Willem felt the nervousness fill his chest—if the line breaks, if one man runs, then they will all shatter. And so he pressed forward where the line was weakest, where a poor fool had let his runeshield fall to the ground. Flames leapt from his hands, propelled by a raucous wind that blasted the skal’va away. The man was long dead, his body swiftly devoured by a descending cloud of shadows, but the pause was enough time for the next man to step forward, shield ready, eyes wild with fear and determination. There was no time for thanks, no time for words as Willem raced off to another spot in the line that threatened to cave.

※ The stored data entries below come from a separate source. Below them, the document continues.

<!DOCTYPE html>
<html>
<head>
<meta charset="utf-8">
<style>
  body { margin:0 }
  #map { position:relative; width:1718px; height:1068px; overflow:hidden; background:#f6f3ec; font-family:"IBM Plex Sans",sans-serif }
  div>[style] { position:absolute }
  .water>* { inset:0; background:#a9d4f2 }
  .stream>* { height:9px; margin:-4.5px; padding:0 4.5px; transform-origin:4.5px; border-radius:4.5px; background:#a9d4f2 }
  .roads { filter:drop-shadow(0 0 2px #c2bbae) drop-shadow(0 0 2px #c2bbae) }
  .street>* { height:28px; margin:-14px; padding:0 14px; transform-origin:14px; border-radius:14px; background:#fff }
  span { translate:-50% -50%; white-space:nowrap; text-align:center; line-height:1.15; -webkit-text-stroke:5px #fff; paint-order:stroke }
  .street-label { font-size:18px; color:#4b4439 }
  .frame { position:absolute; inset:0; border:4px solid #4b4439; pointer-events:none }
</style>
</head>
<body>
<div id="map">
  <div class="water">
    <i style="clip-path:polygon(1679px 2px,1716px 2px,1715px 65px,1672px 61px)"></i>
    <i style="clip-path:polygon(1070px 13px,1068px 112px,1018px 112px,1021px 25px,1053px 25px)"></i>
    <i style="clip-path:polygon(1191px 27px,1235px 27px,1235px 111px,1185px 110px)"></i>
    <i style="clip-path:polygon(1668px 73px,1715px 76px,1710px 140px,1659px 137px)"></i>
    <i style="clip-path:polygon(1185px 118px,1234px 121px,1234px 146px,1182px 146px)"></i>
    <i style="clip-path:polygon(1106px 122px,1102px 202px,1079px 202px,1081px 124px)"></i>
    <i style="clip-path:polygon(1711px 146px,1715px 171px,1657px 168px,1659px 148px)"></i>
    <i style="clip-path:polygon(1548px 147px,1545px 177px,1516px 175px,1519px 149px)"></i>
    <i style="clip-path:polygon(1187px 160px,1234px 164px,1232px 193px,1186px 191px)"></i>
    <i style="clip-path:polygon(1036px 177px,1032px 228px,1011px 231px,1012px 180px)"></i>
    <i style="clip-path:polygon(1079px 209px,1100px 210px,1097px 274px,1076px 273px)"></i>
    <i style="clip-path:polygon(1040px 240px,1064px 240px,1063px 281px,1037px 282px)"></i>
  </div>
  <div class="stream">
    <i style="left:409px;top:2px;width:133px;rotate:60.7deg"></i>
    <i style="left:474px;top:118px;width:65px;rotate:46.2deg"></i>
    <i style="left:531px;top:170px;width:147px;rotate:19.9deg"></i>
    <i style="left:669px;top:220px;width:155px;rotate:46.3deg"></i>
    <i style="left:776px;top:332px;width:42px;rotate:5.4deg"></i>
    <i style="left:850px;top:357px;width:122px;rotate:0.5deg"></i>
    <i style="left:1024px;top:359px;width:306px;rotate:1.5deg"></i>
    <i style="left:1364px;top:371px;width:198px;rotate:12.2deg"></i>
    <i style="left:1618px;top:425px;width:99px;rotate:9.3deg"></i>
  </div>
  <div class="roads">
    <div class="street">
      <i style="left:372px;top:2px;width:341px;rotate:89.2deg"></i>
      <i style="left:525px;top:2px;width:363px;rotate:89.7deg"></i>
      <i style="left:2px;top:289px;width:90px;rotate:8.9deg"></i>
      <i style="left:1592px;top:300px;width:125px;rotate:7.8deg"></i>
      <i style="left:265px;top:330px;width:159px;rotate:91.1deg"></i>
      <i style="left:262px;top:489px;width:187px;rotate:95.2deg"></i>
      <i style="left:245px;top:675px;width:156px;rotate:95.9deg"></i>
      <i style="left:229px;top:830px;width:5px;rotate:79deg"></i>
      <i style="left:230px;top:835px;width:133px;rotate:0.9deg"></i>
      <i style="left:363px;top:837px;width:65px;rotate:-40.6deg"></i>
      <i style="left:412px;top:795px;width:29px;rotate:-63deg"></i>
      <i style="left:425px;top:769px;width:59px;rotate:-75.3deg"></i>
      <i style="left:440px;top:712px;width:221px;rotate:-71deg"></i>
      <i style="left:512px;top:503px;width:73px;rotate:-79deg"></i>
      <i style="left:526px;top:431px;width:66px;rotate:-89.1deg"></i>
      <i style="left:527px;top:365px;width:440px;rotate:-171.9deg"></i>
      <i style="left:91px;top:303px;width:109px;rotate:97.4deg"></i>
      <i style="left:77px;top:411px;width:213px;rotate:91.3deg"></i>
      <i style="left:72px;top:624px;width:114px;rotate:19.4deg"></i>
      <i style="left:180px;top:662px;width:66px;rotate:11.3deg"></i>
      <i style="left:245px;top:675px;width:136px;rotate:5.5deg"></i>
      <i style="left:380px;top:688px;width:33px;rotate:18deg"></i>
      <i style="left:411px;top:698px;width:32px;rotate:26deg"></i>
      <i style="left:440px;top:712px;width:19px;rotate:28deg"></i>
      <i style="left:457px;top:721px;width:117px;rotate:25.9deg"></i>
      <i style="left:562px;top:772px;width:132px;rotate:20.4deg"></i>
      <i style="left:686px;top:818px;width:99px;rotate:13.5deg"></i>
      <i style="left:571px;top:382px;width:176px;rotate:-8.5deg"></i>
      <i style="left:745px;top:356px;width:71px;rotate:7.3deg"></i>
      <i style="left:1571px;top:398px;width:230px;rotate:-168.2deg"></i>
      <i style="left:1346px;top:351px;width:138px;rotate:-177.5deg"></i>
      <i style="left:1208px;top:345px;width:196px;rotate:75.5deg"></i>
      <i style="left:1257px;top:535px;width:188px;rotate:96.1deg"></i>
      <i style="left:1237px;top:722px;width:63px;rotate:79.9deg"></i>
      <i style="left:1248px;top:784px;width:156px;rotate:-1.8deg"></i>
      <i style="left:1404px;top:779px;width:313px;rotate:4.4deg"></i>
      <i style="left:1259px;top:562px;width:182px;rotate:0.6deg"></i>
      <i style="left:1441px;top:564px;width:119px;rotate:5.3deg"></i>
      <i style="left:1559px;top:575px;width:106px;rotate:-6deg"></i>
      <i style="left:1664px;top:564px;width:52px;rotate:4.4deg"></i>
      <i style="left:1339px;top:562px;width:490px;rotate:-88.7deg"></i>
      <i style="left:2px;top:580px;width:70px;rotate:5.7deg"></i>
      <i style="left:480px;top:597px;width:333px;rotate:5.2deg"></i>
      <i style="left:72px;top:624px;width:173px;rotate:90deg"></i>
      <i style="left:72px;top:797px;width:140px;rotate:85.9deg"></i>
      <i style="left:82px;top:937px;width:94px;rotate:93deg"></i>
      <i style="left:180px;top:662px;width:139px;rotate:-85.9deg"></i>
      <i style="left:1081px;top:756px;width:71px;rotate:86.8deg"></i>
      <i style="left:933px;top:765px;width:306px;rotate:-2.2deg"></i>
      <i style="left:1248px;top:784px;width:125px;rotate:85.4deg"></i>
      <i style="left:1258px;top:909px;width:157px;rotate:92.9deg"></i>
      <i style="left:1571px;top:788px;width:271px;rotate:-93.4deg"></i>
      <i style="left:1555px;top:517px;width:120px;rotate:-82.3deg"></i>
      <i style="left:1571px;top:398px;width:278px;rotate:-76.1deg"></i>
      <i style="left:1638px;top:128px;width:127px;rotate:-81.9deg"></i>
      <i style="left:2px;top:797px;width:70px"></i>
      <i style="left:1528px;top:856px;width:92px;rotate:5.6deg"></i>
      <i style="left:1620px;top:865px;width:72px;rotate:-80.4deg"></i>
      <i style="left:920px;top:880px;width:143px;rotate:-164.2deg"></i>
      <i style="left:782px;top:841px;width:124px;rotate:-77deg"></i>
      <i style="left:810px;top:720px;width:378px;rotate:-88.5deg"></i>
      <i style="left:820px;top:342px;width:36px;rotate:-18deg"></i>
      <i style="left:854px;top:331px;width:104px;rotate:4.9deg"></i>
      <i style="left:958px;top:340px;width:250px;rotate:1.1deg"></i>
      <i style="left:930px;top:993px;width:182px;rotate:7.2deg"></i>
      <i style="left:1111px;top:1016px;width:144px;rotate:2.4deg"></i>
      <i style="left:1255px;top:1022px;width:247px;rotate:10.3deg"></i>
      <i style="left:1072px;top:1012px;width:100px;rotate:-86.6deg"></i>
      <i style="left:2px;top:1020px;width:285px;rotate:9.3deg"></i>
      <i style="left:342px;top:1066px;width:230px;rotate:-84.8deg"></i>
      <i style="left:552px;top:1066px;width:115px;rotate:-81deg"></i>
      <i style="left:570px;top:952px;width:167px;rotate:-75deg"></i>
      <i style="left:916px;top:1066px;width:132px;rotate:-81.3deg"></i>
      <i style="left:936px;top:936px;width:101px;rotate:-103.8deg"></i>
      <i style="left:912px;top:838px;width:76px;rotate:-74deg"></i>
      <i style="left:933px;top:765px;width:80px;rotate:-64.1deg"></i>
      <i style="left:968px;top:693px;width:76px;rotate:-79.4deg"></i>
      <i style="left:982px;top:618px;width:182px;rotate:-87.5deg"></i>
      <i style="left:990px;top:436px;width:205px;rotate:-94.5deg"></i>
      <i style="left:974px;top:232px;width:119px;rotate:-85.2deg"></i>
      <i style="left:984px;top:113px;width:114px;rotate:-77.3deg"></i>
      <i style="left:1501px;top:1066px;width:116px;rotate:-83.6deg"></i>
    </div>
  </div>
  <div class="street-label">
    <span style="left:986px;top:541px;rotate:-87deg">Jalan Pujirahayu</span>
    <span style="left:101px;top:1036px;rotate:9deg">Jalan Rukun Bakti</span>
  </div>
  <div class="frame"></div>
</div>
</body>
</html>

Bodies began to fall from the skies, demons succumbing to their multitudinous wounds as the skal’va began to win the air. The corpses that fell were frozen into ice, shattering into dust as they struck the ground, but on occasion they also fell on the legion. Men gave hoarse shouts as they crumbled to the ground, some necks snapping from thirty stone of ice and muscle landing on their heads. Even as he watched, Willem saw the demons being driven back, unable to hold any longer against the neverending wave of shadows. Their limbs were greying from the touch of that black mist, their movements dulled by fatigue as they struggled.
Hold! They have to hold! Yet Willem could do nothing but watch as one by one, they fell. And as they did so, more of the skal’va pressed forward into the legion, and more of the line began to collapse. Time seemed to slow as he ran, as he watched, his heart beating wild with desperation. Yet it was not enough—they would break.
But there was a sudden whistle, a sudden crack of wood and leather, a sudden thud and shattering noise. His head snapped back in an instant, watching as the legion had finally righted some of the catapults. It was a pitiful affair, only half of the number in any form of working order, and even then many of them listing to the side or propped up by stones. Yet it was enough as the Swords gave the command and another volley of pitch flung out into the air. initially, Willem was confused at what they were doing—what use was pitch against buzzing skal’va? Yet it struck the walls of the Gates instead, the black oil invisible against the black shadow.
And then a stray gout of flame from a dying demon managed to reach the walls, managed to lick against that pitch. It caught in an instant, devouring the fuel in half a heartbeat, and suddenly the entire wall of the gates was lit up by fire.